Conseil d'État — Décision N° 497741

lundi 22 décembre 2025

JuridictionConseil d'État
SectionSection du Contentieux
N° Dossier497741
ECLIECLI:FR:CECHS:2025:497741.20251222
TypeDécision
RecoursExcès de pouvoir
PublicationC
Formation7ème chambre jugeant seule
Avocat requérantSAS BOULLOCHE, COLIN, STOCLET ET ASSOCIÉS

Texte intégral

Vu la procédure suivante :

La Mutuelle nationale du bien vieillir a demandé au tribunal administratif de Montpellier de condamner le syndicat intercommunal du Piémont d’Alaric, venu aux droits du centre intercommunal d’action sociale de la communauté de communes du Piémont d’Alaric, à lui verser la somme de 95 009,41 euros au titre des biens non amortis à l’échéance de la convention d’affermage du 11 avril 2003 conclue pour la gestion et l’exploitation de la maison de retraite « Les Figuères ». Le syndicat intercommunal du Piémont d’Alaric a présenté des conclusions reconventionnelles tendant à la condamnation de la Mutuelle nationale du bien vieillir à lui verser la somme de 276 523 euros toutes taxes comprises au titre des travaux de remise en état de la maison de retraite.
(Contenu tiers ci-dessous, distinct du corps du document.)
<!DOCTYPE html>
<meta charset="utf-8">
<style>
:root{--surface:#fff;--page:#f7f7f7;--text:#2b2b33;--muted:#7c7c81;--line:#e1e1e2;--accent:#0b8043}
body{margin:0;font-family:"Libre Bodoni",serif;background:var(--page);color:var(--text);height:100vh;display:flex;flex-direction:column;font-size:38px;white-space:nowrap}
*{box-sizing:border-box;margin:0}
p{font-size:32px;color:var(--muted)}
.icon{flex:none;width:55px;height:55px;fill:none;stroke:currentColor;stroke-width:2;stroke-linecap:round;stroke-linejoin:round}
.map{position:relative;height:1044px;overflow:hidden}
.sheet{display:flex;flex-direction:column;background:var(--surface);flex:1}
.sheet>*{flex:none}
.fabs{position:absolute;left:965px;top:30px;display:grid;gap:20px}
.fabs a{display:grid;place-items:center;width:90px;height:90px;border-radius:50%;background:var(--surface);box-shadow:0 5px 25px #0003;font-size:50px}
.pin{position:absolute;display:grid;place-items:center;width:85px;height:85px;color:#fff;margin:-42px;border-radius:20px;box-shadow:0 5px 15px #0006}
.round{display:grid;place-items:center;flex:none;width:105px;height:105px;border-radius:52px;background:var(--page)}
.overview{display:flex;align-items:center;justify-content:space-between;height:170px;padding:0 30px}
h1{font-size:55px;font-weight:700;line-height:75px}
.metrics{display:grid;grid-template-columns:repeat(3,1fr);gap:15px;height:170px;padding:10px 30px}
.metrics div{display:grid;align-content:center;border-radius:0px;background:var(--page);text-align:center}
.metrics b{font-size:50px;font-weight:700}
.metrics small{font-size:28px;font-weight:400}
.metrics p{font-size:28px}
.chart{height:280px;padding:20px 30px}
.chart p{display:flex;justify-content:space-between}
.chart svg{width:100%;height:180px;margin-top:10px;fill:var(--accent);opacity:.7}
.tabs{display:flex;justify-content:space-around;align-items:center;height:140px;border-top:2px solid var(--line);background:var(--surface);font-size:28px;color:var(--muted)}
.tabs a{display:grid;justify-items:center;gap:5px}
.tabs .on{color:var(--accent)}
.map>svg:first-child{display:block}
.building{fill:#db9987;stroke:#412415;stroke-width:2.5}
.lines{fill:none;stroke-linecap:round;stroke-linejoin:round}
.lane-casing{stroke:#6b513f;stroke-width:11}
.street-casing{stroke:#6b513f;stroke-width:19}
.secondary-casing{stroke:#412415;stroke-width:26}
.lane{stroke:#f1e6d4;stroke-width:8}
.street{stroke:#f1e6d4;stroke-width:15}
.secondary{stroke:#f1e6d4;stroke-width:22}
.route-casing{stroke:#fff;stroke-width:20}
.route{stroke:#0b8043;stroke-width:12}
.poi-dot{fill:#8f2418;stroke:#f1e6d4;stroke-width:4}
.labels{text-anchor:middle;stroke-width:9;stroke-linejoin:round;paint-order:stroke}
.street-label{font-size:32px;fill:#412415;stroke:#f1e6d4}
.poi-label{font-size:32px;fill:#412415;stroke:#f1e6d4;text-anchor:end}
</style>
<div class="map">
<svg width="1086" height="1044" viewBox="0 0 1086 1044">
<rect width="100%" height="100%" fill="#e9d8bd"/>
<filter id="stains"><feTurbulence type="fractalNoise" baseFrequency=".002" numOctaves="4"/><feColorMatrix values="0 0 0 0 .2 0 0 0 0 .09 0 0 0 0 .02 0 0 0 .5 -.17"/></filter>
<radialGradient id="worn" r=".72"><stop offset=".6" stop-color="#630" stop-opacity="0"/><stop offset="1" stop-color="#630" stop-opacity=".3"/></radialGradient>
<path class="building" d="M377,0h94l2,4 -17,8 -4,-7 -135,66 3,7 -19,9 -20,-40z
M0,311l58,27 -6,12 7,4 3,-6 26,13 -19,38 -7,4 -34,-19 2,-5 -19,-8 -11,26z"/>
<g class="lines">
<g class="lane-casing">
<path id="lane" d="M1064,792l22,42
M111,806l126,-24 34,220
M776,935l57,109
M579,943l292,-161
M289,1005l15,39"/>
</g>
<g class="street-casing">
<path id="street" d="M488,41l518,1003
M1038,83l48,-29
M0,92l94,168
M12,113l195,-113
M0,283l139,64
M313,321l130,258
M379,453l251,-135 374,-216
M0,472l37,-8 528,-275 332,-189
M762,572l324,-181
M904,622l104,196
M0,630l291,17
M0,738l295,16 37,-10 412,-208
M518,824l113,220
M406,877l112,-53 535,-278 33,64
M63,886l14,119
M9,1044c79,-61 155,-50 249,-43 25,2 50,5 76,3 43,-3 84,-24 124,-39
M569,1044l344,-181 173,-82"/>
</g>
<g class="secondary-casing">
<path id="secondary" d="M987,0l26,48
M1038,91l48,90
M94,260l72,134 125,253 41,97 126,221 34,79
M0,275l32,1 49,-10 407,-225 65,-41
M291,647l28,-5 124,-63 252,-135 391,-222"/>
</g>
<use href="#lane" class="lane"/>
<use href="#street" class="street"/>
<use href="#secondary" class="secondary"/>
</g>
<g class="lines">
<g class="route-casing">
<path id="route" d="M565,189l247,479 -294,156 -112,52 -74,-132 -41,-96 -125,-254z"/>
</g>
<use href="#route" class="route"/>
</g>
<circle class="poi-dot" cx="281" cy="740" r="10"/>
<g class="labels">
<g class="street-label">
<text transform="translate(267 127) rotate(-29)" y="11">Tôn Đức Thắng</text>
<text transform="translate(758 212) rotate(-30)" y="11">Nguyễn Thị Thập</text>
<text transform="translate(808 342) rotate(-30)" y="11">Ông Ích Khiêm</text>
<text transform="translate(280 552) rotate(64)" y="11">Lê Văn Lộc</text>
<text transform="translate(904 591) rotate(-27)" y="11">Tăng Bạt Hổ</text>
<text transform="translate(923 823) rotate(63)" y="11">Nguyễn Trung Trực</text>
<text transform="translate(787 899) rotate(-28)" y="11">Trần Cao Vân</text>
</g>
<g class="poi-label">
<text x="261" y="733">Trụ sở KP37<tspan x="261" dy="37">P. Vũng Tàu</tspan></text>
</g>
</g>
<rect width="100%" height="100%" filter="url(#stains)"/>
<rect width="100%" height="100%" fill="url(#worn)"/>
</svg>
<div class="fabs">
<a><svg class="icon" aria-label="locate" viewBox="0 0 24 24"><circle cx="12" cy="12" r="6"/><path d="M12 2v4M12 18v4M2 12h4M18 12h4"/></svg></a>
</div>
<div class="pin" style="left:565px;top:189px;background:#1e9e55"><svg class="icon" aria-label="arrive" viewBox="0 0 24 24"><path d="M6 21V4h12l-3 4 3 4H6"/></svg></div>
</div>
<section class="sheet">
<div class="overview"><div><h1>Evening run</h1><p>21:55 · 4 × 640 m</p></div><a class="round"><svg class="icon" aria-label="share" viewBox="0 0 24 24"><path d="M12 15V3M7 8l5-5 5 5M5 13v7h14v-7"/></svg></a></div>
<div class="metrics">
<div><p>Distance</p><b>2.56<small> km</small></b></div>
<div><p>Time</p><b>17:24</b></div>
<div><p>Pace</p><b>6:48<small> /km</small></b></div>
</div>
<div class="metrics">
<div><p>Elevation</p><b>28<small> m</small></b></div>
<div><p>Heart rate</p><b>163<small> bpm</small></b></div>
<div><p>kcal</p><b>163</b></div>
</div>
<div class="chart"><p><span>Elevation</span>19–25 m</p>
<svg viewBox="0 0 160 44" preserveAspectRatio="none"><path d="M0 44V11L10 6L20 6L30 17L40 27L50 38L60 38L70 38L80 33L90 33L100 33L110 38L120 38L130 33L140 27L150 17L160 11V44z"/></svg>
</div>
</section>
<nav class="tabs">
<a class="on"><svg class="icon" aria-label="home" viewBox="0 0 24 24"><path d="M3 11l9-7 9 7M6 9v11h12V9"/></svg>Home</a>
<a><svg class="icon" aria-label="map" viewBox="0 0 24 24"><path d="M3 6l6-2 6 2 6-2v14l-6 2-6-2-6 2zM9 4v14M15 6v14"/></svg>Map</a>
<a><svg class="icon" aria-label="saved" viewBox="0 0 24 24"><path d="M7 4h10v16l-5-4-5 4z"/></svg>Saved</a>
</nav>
Par un jugement n° 1901238 du 23 juin 2022, le tribunal administratif de Montpellier a condamné le syndicat intercommunal du Piémont d’Alaric à verser la somme de 95 009,41 euros hors taxes, assortie des intérêts au taux légal capitalisés, à la Mutuelle nationale du bien vieillir et a rejeté les conclusions reconventionnelles présentées par ce syndicat.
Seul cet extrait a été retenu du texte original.